__Problem__:
Nothing but the lines below from the one containing "Input: one rendered map. Dump" through the one containing "Input: one rendered map. What" should appear in the answer, exact and without pictures.

__Study material__:

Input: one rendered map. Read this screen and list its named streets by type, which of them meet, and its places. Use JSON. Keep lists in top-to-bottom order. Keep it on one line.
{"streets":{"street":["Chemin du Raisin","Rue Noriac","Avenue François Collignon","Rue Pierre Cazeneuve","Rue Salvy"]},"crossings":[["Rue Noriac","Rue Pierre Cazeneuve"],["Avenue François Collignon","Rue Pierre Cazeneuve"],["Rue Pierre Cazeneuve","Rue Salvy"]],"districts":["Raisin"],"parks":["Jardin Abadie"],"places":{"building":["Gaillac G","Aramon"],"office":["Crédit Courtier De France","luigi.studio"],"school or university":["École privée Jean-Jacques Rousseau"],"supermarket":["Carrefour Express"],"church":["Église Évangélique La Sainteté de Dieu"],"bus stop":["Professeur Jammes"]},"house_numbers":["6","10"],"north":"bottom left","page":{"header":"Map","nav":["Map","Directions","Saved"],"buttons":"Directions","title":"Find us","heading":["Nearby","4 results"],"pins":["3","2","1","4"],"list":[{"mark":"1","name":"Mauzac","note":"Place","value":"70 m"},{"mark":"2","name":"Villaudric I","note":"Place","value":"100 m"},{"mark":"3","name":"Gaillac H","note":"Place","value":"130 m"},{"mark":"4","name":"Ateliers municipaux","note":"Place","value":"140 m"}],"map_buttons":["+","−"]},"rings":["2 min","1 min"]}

==

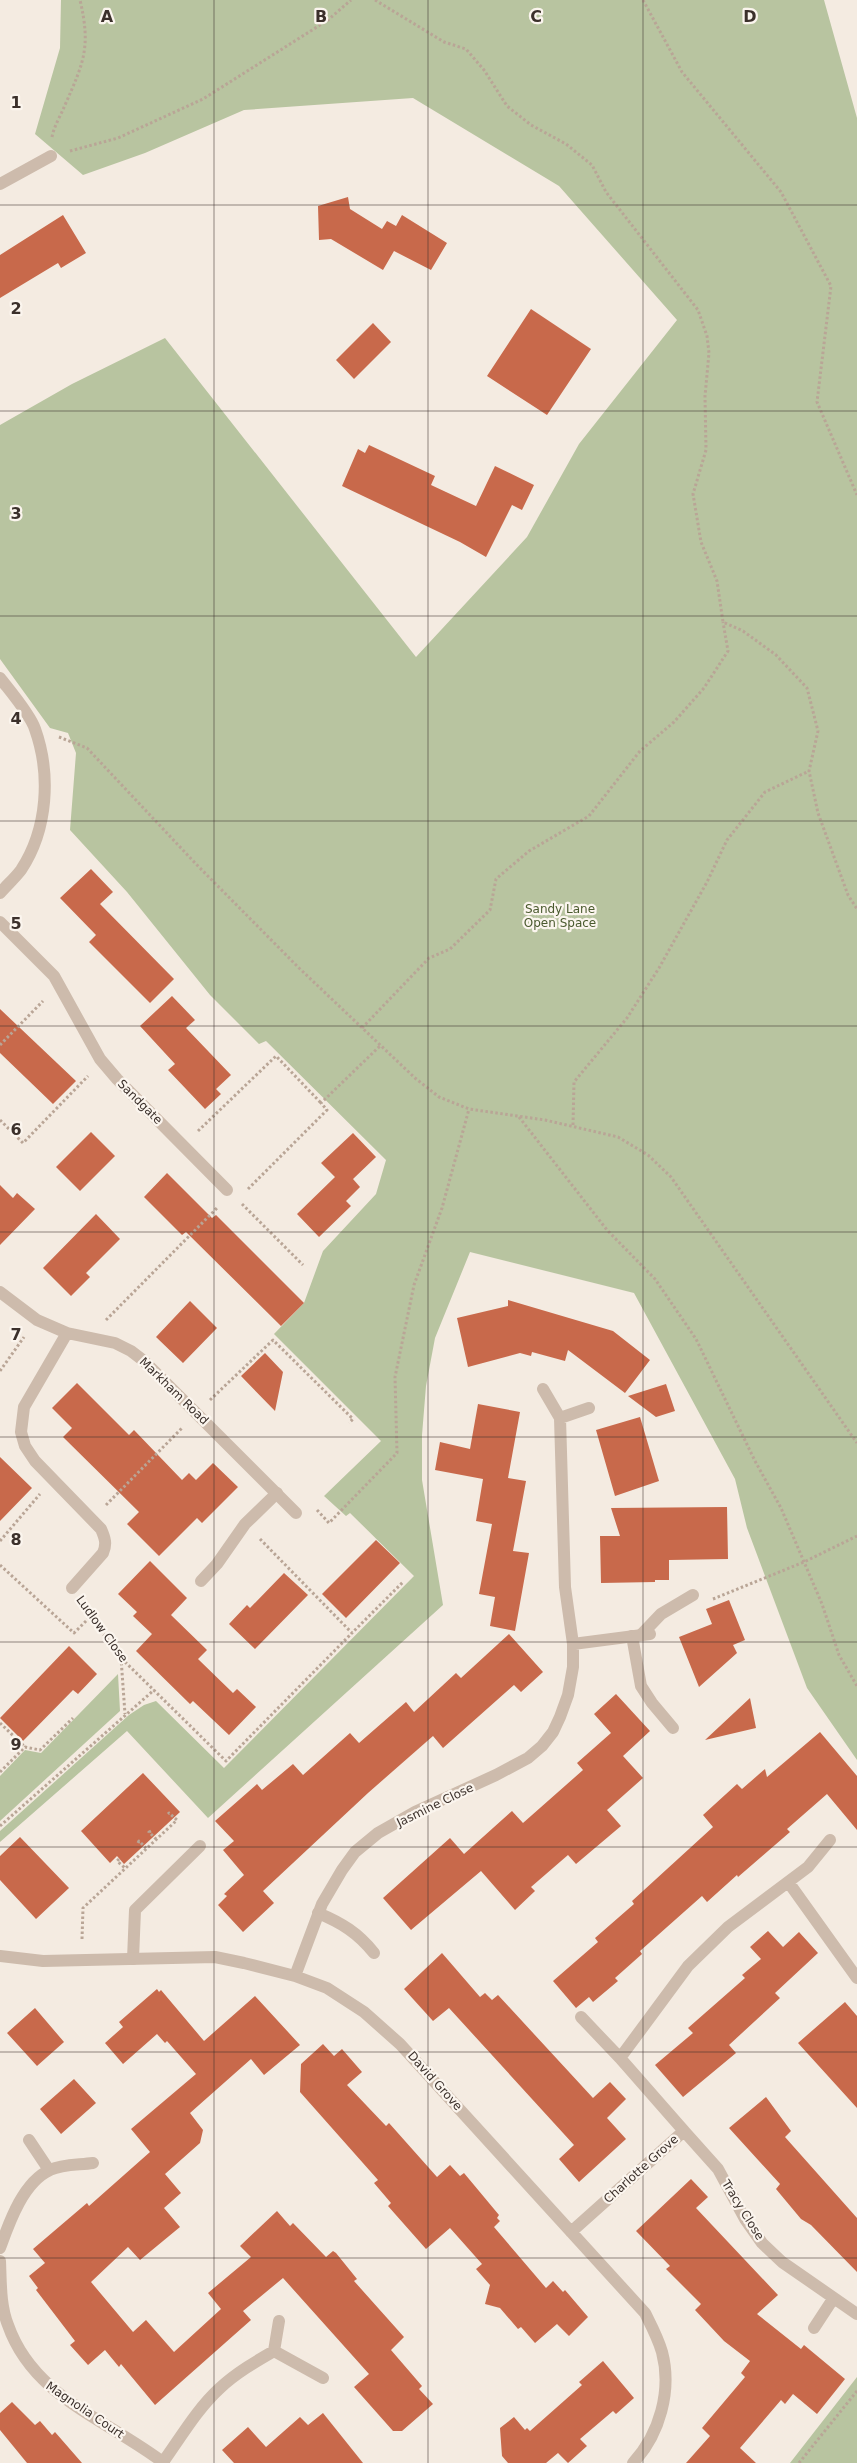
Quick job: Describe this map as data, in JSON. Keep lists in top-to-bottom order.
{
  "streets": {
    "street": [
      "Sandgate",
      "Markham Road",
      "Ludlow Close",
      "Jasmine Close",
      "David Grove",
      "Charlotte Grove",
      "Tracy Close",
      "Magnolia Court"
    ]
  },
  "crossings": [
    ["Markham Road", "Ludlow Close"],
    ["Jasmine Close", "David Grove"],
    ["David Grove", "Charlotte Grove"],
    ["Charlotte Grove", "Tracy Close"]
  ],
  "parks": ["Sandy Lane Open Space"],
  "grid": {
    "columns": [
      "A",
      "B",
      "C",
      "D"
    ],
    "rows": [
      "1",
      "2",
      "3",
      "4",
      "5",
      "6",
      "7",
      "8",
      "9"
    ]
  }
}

==

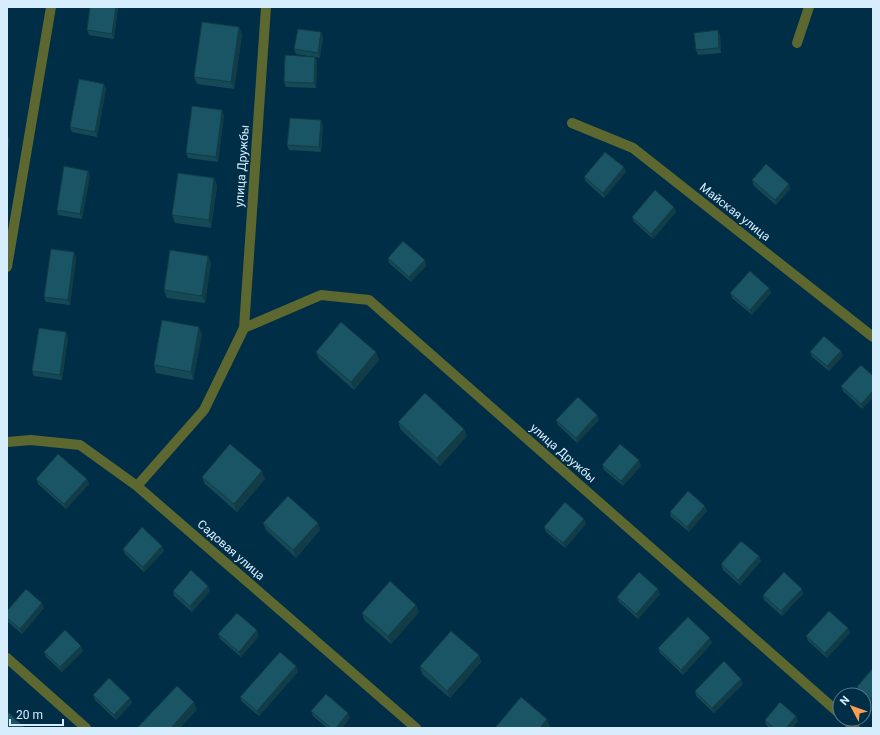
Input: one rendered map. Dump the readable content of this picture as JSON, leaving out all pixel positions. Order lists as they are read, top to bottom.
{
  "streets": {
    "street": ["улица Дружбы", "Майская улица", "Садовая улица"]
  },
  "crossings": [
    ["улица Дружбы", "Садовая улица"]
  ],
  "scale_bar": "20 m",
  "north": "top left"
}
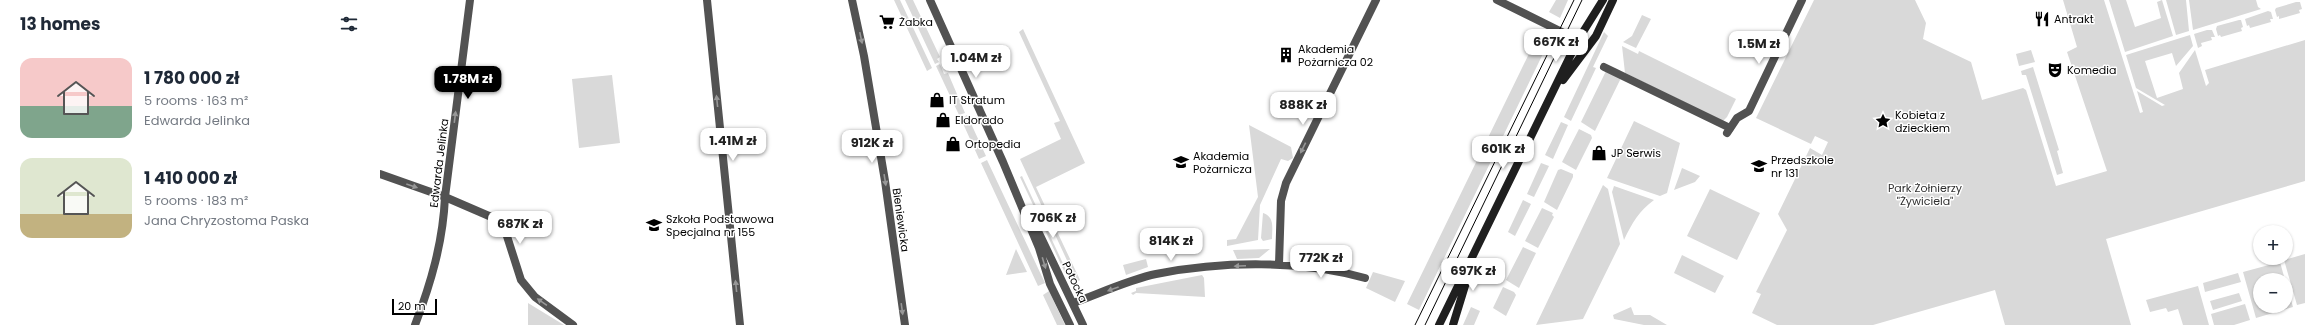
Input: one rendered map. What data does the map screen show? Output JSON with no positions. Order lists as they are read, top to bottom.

__Answer to this problem__:
Input: one rendered map. Dump the readable content of this picture as JSON, leaving out all pixel positions. Order lists as they are read, top to bottom.
{
  "streets": {
    "street": ["улица Дружбы", "Майская улица", "Садовая улица"]
  },
  "crossings": [
    ["улица Дружбы", "Садовая улица"]
  ],
  "scale_bar": "20 m",
  "north": "top left"
}
Input: one rendered map. What data does the map screen show? Output JSON with no positions. Order lists as they are read, top to bottom.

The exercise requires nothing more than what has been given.